Me ha faltado poner en mi post anterior que de las cinco acepciones que he mostrado, quizás sólo las tres primeras son las que un niño podría usar. Sin duda alguna la cuarta acepción, es decir, «chocho» como apelativo para «chica» o «muchacha» (en clara consonancia con la acepción «vulva», haciendo buena la máxima «el todo por una parte»), es lenguaje vulgar, aunque muy usado, y desde luego que quizá no niños, pero sí adolescentes tempranos lo usan en Andalucía (yo lo he oído de gente de Sevilla, Málaga y Almería) como algo habitual...aunque como dices no por ello menos reprobable, sobretodo en niños.


----------



## Argónida

Sólo añadir, para terminar de ilustrar este tema tan interesante  que, por supuesto, existe la versión masculina de la expresión, usada con mayor profusión si cabe: *picha* _(¿Qué pasa, pisha?)._


----------



## Berenguer

Argónida said:


> Sólo añadir, para terminar de ilustrar este tema tan interesante  que, por supuesto, existe la versión masculina de la expresión, usada con mayor profusión si cabe: *picha* _(¿Qué pasa, pisha?)._


 
La verdad que se podría abrir un post sólo relacionado con el mundo del vocabulario castellano derivado de los genitales en toda su extensión.
¿En otros idiomas es así también?


----------



## Priss

chocho, es un tipo de fruto leguminoso que se come mucho en la sierra ecuatoriana, muy parecido al frejol, (beans).


----------



## babybug10-31

I'm researching the Tango for a class project and I was reading some information about the early vulgarity of the lyrics to the music. In this information it said the word chocho also refers to choclo or coño all of which were coined as vulgar slang terms. This would have been used in Argentina around the beginning of the development of the Tango.


----------



## kazijistan

Words may change their meaning from one country to another. For instance, In Chile "chocho" does not mean a "dirty" word. If a baby is born in a family, and his/her parents, his/her grandparents, and all the other relatives show a lot of affection about him/her, you can say they are "chochos" with that baby. It is an expression linked to love and charm.


----------



## aztlaniano

Lupin/lupine
"Chochos or "chochitos" is used at least in some parts of Spain as a nickname for "altramuces" (lupins), a legume similar to lima beans, which is soaked in brine and peeled before eating.
"Estos altramuces que se venden en bolsitas y que son conocidos comunmente como chochos, qué risa la primera vez que los oí llamar así, están de vício."
"No seais salidos, se llaman asi tambien!!! No hay cosa mas buena que estar con la peña en tu casa con unas cervecitas y comiendo chochos a mansalva..."
This is already in the dictionary:
_*Lupinus mutabilis*_ is a species of lupin grown in the Andes for its edible bean.
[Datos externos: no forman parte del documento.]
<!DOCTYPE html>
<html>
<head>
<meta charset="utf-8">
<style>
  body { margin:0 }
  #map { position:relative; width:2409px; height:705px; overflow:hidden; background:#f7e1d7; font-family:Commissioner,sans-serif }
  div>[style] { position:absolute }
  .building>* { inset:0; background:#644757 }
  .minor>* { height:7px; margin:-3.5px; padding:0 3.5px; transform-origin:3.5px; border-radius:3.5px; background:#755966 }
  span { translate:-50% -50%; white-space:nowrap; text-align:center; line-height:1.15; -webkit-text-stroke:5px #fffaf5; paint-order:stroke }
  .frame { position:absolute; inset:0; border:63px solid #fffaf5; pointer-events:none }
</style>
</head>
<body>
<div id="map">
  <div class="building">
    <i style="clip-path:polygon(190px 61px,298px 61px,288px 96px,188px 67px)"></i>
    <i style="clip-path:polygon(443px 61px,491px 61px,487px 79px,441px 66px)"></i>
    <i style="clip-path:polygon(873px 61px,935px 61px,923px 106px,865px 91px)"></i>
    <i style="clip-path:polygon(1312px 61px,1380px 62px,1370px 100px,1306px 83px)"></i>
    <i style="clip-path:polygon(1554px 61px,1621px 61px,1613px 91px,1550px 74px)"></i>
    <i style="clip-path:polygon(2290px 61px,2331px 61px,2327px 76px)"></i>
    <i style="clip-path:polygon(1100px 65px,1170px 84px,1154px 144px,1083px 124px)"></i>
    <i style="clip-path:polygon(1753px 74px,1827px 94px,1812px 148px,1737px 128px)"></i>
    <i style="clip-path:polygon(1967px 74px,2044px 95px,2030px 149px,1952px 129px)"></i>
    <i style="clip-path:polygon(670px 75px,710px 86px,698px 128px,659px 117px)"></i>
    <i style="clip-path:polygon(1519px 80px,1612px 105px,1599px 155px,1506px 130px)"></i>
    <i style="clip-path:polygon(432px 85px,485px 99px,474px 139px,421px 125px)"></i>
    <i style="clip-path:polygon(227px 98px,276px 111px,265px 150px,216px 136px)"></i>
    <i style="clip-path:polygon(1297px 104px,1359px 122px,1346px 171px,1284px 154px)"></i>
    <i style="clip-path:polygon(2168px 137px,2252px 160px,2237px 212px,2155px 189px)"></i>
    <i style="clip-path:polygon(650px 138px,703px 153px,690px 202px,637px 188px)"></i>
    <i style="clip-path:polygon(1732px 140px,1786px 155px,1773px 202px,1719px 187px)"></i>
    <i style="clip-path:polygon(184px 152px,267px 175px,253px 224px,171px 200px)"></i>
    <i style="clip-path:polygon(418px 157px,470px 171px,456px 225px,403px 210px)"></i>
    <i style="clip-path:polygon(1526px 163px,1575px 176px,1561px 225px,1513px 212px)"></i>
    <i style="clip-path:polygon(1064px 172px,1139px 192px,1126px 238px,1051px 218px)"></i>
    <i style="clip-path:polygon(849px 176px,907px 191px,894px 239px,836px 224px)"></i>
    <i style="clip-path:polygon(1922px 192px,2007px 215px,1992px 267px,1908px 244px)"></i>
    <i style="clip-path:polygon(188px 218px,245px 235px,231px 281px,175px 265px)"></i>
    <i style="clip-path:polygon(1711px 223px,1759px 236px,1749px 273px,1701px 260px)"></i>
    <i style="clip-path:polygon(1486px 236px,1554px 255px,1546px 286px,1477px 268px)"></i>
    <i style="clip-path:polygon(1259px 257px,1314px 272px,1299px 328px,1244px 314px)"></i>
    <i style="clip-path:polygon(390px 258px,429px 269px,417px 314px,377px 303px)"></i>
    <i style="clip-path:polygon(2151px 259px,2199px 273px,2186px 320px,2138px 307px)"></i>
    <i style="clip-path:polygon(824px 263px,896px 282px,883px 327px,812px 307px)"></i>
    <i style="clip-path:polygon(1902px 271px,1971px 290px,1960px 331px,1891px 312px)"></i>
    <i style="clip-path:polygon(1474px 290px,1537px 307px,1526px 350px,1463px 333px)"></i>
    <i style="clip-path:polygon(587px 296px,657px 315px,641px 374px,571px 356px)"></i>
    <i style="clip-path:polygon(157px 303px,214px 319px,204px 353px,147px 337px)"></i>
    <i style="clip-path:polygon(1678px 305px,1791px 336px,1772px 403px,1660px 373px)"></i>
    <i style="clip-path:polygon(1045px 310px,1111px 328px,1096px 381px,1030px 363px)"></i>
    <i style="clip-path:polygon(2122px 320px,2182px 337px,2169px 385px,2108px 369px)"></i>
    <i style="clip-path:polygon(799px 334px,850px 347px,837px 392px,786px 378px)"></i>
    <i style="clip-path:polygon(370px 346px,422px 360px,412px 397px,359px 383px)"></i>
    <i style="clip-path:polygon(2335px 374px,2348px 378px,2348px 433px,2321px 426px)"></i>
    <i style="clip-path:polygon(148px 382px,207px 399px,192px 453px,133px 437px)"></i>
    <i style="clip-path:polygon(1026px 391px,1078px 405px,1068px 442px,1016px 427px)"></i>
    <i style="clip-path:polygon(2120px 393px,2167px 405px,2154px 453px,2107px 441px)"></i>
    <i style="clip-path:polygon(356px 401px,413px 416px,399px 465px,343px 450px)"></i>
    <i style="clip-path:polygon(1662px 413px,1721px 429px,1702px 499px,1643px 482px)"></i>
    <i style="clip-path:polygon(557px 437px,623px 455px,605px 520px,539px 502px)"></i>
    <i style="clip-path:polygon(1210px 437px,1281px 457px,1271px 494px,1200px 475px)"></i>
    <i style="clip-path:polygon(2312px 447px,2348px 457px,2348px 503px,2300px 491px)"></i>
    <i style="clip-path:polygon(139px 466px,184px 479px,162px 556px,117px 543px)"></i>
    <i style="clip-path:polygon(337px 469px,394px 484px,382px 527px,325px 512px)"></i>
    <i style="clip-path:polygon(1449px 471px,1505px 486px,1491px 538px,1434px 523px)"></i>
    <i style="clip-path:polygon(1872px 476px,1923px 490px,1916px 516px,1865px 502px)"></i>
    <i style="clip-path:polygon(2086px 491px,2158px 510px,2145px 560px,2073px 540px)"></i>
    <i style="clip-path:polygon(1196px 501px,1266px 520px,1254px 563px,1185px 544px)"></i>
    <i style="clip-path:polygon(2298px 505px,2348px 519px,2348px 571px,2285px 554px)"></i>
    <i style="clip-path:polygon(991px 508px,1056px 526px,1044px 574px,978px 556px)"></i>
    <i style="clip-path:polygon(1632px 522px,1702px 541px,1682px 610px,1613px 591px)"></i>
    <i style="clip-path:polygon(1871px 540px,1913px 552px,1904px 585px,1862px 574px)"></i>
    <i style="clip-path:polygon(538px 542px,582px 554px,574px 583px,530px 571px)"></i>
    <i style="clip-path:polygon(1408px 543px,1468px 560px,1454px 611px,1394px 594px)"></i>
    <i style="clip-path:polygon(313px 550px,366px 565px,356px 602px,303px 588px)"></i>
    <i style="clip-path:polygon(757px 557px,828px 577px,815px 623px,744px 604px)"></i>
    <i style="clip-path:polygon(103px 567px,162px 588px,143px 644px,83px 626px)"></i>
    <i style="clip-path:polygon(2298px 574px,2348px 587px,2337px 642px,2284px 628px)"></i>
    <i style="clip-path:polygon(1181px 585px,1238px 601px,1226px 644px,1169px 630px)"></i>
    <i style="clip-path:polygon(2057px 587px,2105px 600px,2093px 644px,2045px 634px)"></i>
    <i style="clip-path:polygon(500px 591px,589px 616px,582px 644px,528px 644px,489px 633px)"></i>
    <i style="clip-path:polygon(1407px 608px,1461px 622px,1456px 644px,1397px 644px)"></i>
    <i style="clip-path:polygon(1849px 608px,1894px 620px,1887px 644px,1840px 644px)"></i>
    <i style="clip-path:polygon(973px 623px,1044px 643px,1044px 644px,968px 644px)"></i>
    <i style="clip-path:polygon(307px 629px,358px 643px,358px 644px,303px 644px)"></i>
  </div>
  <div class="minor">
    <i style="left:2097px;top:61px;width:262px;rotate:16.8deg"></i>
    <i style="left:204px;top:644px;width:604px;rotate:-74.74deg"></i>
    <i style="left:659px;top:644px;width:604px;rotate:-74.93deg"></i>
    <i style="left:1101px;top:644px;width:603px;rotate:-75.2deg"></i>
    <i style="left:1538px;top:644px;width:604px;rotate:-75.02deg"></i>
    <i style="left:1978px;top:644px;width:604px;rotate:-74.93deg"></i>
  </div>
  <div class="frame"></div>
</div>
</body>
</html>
Vernacular names include *tarwi*, *tarhui*, *chocho*, *altramuz*, *Andean lupin*, *South American lupin*, or *pearl lupin*.




Fuente Wikipedia. 





> http://en.wikipedia.org/wiki/Lupin


----------



## falconwar

aztlaniano said:


> Lupin/lupine
> "Chochos or "chochitos" is used at least in some parts of Spain as a nickname for "altramuces" (lupins), a legume similar to lima beans, which is soaked in brine and peeled before eating.
> "Estos altramuces que se venden en bolsitas y que son conocidos comunmente como chochos, qué risa la primera vez que los oí llamar así, están de vício."
> "No seais salidos, se llaman asi tambien!!! No hay cosa mas buena que estar con la peña en tu casa con unas cervecitas y comiendo chochos a mansalva..."
> This is already in the dictionary:
> _*Lupinus mutabilis*_ is a species of lupin grown in the Andes for its edible bean. Vernacular names include *tarwi*, *tarhui*, *chocho*, *altramuz*, *Andean lupin*, *South American lupin*, or *pearl lupin*.
> 
> 
> 
> 
> Fuente Wikipedia.



Wow what part of spain are you talking about? I had never heard that.


----------



## aztlaniano

falconwar said:


> Wow what part of spain are you talking about? I had never heard that.


 
I first heard it at the Feria de Córdoba. I can't remember where else.
Berenguer mentions it in passing in this very thread.


----------



## falconwar

oh yeah, I know what is that. I don't usually go to ferias or verbenas thats why I forgot it. I have never really aten it and I didn't know its name.


----------



## ravimon

In Spain, chocho is a vulgar word that mean vulva.


----------



## bailarín

He visto algunas pelis que se tratan de las pandillas mexicanas y usan esa frase o una derivación (chonchón) para significar "pussy." ¿Algún comentario?


----------